America has a wide digital divide — high-speed Internet access is available only to those who can afford it, at prices much higher and speeds much slower in the U.S. than they are around the world.
But neither has to be the case, says Susan Crawford, former special assistant to President Obama for science, technology and innovation, and author of Captive Audience: The Telecom Industry and Monopoly Power in the New Gilded Age. Crawford joins Bill to discuss how our government has allowed a few powerful media conglomerates to put profit ahead of the public interest — rigging the rules, raising prices, and stifling competition. As a result, Crawford says, all of us are at the mercy of the biggest business monopoly since Standard Oil in the first Gilded Age a hundred years ago.

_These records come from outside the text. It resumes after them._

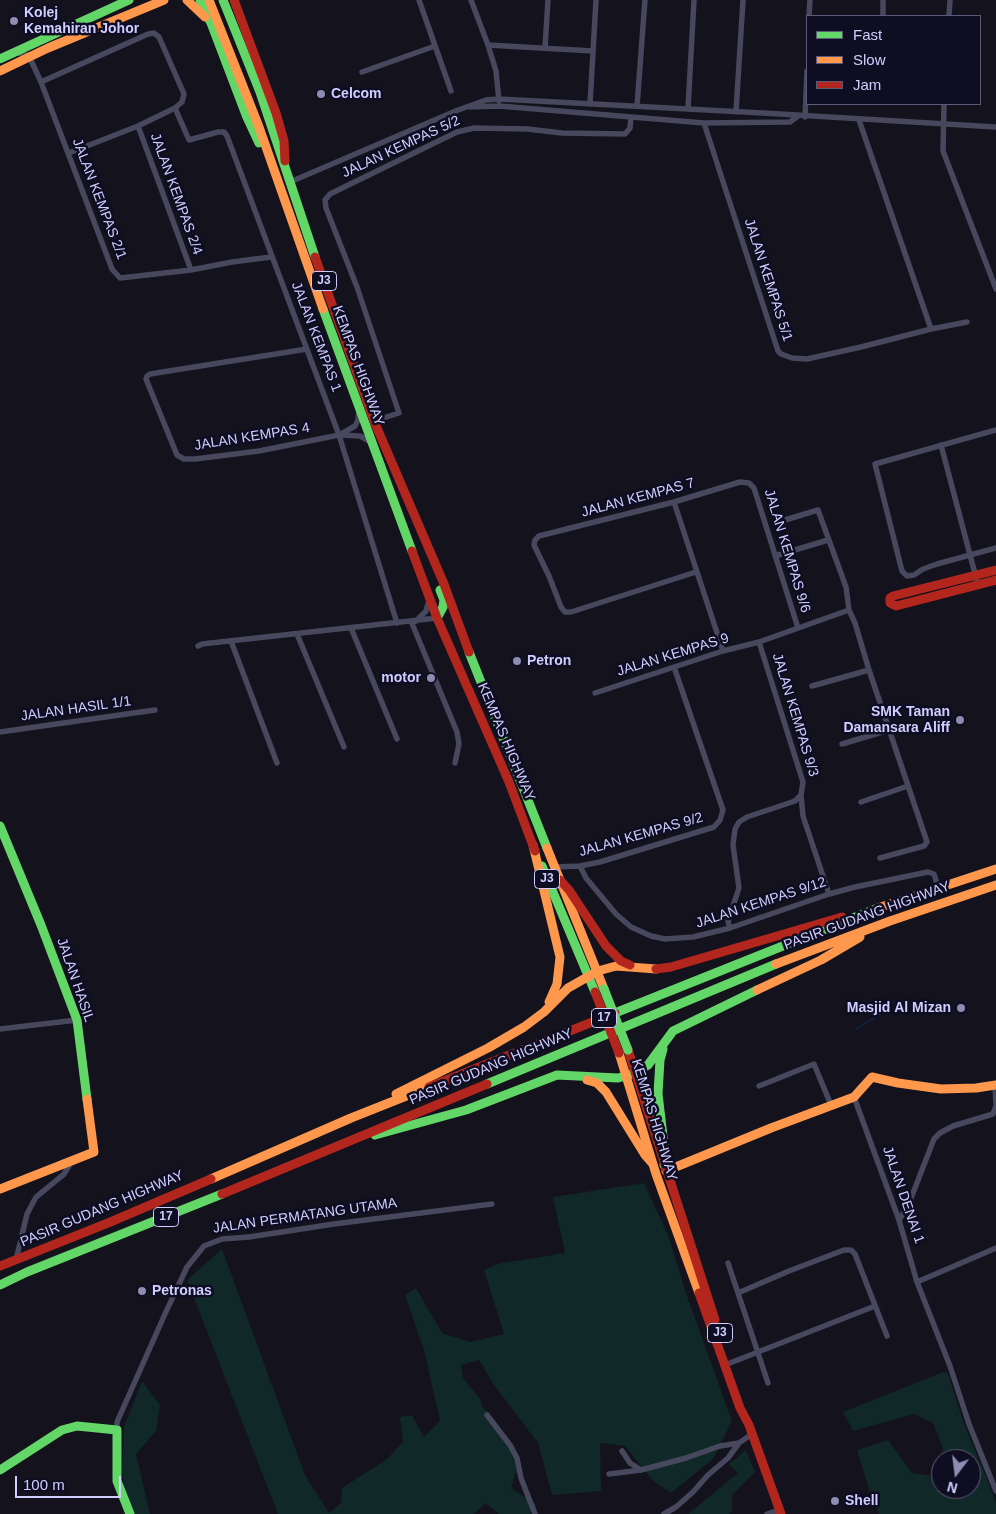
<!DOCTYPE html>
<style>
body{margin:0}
#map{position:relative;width:996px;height:1514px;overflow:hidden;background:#13121d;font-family:Helvetica,sans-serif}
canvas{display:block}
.legend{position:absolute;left:806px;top:15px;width:175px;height:90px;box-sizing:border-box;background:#0f0d22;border:1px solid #5c5a7a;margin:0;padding:6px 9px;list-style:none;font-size:15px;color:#d0ceff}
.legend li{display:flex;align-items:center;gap:10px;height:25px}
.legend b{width:25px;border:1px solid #5c5a7a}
.north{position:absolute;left:931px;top:1449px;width:50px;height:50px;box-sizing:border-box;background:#0f0d22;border:1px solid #5c5a7a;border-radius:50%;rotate:195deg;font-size:14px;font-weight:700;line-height:20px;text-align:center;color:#d0ceff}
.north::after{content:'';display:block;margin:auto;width:18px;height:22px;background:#8e8cb0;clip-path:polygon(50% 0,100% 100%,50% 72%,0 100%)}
.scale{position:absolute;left:15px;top:1476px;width:106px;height:22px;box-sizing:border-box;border:2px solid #d0ceff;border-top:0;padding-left:6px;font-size:15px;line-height:18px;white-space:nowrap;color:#d0ceff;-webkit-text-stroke:4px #0f0d22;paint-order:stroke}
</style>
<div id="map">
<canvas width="996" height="1514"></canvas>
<ul class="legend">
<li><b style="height:6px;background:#63d668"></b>Fast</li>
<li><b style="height:6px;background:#ff974d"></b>Slow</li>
<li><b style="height:6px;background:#b3261e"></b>Jam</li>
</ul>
<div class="north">N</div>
<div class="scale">100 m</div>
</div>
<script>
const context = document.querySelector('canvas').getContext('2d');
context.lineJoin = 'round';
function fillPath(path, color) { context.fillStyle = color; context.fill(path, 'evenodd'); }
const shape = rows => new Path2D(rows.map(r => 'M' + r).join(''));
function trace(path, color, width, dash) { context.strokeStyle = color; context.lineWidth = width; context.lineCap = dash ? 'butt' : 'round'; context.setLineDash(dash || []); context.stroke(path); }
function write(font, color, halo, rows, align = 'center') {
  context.font = font + ' Helvetica,sans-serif'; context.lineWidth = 5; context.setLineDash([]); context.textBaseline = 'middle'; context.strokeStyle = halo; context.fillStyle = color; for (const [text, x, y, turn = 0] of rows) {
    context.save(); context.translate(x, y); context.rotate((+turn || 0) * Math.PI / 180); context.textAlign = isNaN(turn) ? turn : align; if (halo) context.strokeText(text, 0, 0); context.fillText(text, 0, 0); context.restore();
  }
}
fillPath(shape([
 [644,1183,668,1235,687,1296,732,1421,713,1459,671,1493,653,1481,625,1446,600,1443,601,1491,552,1495,538,1443,494,1385,479,1360,461,1365,463,1378,480,1399,482,1406,494,1419,515,1448,521,1468,515,1475,511,1488,537,1505,530,1514,499,1514,485,1503,474,1514,278,1514,187,1280,222,1249,305,1475,329,1513,341,1503,342,1488,387,1459,403,1442,400,1417,412,1415,424,1437,440,1421,424,1350,405,1295,416,1288,442,1333,470,1342,504,1334,484,1270,497,1264,565,1253,553,1197],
 [943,1372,948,1373,964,1424,993,1494,996,1504,996,1514,879,1514,870,1493,857,1450,888,1440,912,1473,932,1476,943,1449,933,1423,914,1414,853,1431,843,1412],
 [941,1459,971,1459,971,1489,941,1489],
 [142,1381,160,1405,156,1431,136,1454,150,1514,134,1514,125,1490,122,1472,124,1427],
 [746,1450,755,1472,732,1495,732,1512,729,1514,688,1514,738,1473,729,1464]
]), '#102827');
trace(shape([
 [856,1029,883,1012]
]), '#0d2543', 2);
trace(shape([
 [419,0,451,91],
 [471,0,488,45,496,71,499,101],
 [809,16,810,0],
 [883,16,883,0],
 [949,16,950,0],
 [488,45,593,51],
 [545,48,548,0],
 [16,52,29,56,41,82,112,269,120,278,191,270,232,262,271,257],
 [362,72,435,46],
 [41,82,148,34,154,33,159,37,184,94,182,102,175,108,138,126,69,153],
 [590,104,596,0],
 [944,104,943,151,996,289],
 [637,106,645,0],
 [470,107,499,106,704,123,790,122,798,116],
 [175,108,189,140,218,132,224,132,227,136,339,435,397,623],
 [688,109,694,0],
 [736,112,743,0],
 [805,117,807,71],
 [859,120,931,329],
 [704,123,778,351,781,354,792,358,807,359,861,347,931,329,967,322],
 [138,126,191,270],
 [290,182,458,110,486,100,499,99,763,113,996,127],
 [307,349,150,374,147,376,146,379,177,455,184,459,195,459,259,451,339,435,360,436,371,442],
 [374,421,399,413,357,287,326,208,325,200,330,194,457,132,474,128,527,129,562,133,625,134,630,128,631,117],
 [996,430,875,464,902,571,907,576,914,575,923,569,937,564,996,548],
 [341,434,355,426,358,420,359,410],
 [941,445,978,585],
 [674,502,723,651],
 [775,523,818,510,846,587,849,610,855,623,869,670,927,842,924,846,880,858],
 [775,556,828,540],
 [696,572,571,612,565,612,561,607,549,576,534,545,535,540,539,536,674,502,740,482,749,483,754,488,798,628],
 [411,621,457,732,459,744,455,763],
 [416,621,426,611,429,600],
 [351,628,397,739],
 [297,634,344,747],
 [231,641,277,763],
 [759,642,803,782,801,795,803,816,829,894],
 [198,646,202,644,437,618],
 [812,686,869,670],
 [595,693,723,651,759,642,849,610],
 [0,732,155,710],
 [842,744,889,730],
 [861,802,908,786],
 [580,866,586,878,616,914,631,927,651,936,665,939,693,937,730,928,829,894,855,887,928,872,934,874,938,887],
 [555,867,580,866,600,862,714,827,720,820,723,810,674,667],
 [730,928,728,921,739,888,733,845,735,829,739,822,747,817,795,801,801,795],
 [0,1029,77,1020],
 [995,1085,996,1105],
 [759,1086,814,1064,831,1105],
 [854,1097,899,1220,917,1282,950,1366,969,1424,996,1491],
 [899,1220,908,1206,934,1139,940,1133,953,1126,993,1114,996,1106],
 [16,1260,27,1214,36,1197,64,1174,72,1161],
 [728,1263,768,1383],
 [917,1282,996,1248],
 [738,1293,789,1271,844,1250,851,1250,855,1254,887,1336],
 [730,1363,875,1306],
 [487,1415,510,1445,517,1458,521,1478,535,1514],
 [117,1430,117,1422,165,1314,187,1267,204,1246,222,1239,249,1237,334,1224,492,1204],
 [622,1451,630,1463,641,1470],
 [609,1474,641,1470,686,1458,720,1446,739,1443],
 [664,1514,676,1507,693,1492,708,1475,728,1458,739,1443,752,1434],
 [767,1514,779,1510]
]), '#47475e', 5.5);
trace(shape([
 [200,0,211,23,246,115,259,143],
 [223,0,260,92,315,257],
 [0,59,129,0],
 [323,309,412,551],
 [437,618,443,607,444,600,440,590],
 [469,652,547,848],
 [0,826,41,925,77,1020,87,1099],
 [542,866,595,992],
 [615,1013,878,908],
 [663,1049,660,1060,658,1094,665,1153,664,1165],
 [487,1084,776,964],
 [375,1135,466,1110,557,1075,618,1078,636,1073,648,1065,673,1031,757,990],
 [0,1285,27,1272,222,1194],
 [0,1470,62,1430,77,1426,117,1430,117,1481,130,1514]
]), '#63d668', 9);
trace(shape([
 [187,0,205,17],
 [209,0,259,127,323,309],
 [0,71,48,48,164,0],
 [533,845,560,957,557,984,549,1002],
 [547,848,604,989],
 [878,908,996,869],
 [776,964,890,921,996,885],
 [757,990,821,960,860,937],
 [619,1053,656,1174,699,1293],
 [587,1080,597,1083,606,1092,645,1155,653,1164],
 [396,1094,488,1048,524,1027,544,1012,568,988,598,971,616,966,656,969],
 [666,1171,771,1128,854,1097,872,1077,898,1083,941,1089,976,1088,996,1085],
 [211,1179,351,1118,429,1087],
 [0,1189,94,1152,87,1099]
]), '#ff974d', 9);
trace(shape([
 [234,0,276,113,284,141,285,161],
 [315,257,374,421,444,584,469,652],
 [412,551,437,618,509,782,535,851],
 [996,570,893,596,890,598,890,603,896,606,996,580],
 [560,880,569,890,606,946,621,961,630,965],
 [656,969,671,967,842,917],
 [628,1050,715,1320],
 [429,1087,615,1013],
 [222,1194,487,1084],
 [0,1266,108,1223,211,1179],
 [699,1293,740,1408,749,1425,781,1514]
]), '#b3261e', 9);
trace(shape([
 [604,989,628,1050]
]), '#63d668', 9);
trace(shape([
 [595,992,619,1053]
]), '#b3261e', 9);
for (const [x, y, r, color] of [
 [14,21,5,"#8e8cb0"],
 [321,94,5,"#8e8cb0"],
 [517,661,5,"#8e8cb0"],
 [431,678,5,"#8e8cb0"],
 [960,720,5,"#8e8cb0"],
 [961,1008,5,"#8e8cb0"],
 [142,1291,5,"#8e8cb0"],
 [835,1501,5,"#8e8cb0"]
]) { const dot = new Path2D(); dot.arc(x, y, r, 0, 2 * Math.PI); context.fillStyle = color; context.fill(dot); trace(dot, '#0f0d22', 2); }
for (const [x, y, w] of [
 [324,281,25],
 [547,879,25],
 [604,1018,25],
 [166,1217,25],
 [720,1333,25]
]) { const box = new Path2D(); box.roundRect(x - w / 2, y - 9.5, w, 19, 4); context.fillStyle = '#0f0d22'; context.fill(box); trace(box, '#d0ceff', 1); }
write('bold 12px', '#d0ceff', null, [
 ["J3",324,281],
 ["J3",547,879],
 ["17",604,1018],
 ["17",166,1217],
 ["J3",720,1333]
]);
write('bold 14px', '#d0ceff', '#0f0d22', [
 ["Kolej",24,13],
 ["Kemahiran Johor",24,29],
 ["Celcom",331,94],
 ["Petron",527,661],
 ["motor",421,678,"right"],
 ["SMK Taman",950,712,"right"],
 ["Damansara Aliff",950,728,"right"],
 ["Masjid Al Mizan",951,1008,"right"],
 ["Petronas",152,1291],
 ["Shell",845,1501]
], 'left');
write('14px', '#d0ceff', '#0f0d22', [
 ["JALAN KEMPAS 5/2",401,147,-25],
 ["JALAN KEMPAS 2/4",176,194,70],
 ["JALAN KEMPAS 2/1",99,199,69],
 ["JALAN KEMPAS 5/1",768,280,72],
 ["JALAN KEMPAS 1",316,337,69],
 ["KEMPAS HIGHWAY",358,366,70],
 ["JALAN KEMPAS 4",252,437,-9],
 ["JALAN KEMPAS 7",638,498,-15],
 ["JALAN KEMPAS 9/6",787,551,73],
 ["JALAN KEMPAS 9",673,655,-17],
 ["JALAN HASIL 1/1",76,709,-8],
 ["JALAN KEMPAS 9/3",795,715,73],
 ["KEMPAS HIGHWAY",506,742,67],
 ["JALAN KEMPAS 9/2",641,835,-16],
 ["JALAN KEMPAS 9/12",761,903,-18],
 ["PASIR GUDANG HIGHWAY",867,916,-20],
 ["JALAN HASIL",75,980,71],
 ["PASIR GUDANG HIGHWAY",491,1067,-23],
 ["KEMPAS HIGHWAY",654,1120,73],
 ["JALAN DENAI 1",903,1195,71],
 ["PASIR GUDANG HIGHWAY",102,1209,-23],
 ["JALAN PERMATANG UTAMA",305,1216,-8]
]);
</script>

“The rich are getting gouged, the poor are very often left out, and this means that we’re creating, yet again, two Americas, and deepening inequality through this communications inequality,” Crawford tells Bill.
Also on the show, journalist Nick Turse describes his personal mission to compile a complete and compelling account of the Vietnam War’s horror as experienced by all sides, including innocent civilians who were sucked into its violent vortex.
Turse, who devoted 12 years to tracking down the true story of Vietnam, unlocked secret troves of documents, interviewed officials and veterans – including many accused of war atrocities – and traveled throughout the Vietnamese countryside talking with eyewitnesses to create his book, Kill Anything That Moves: The Real American War in Vietnam.
“American culture has never fully come to grips with Vietnam,” Turse tells Bill, referring to “hidden and forbidden histories that just haven’t been fully engaged.”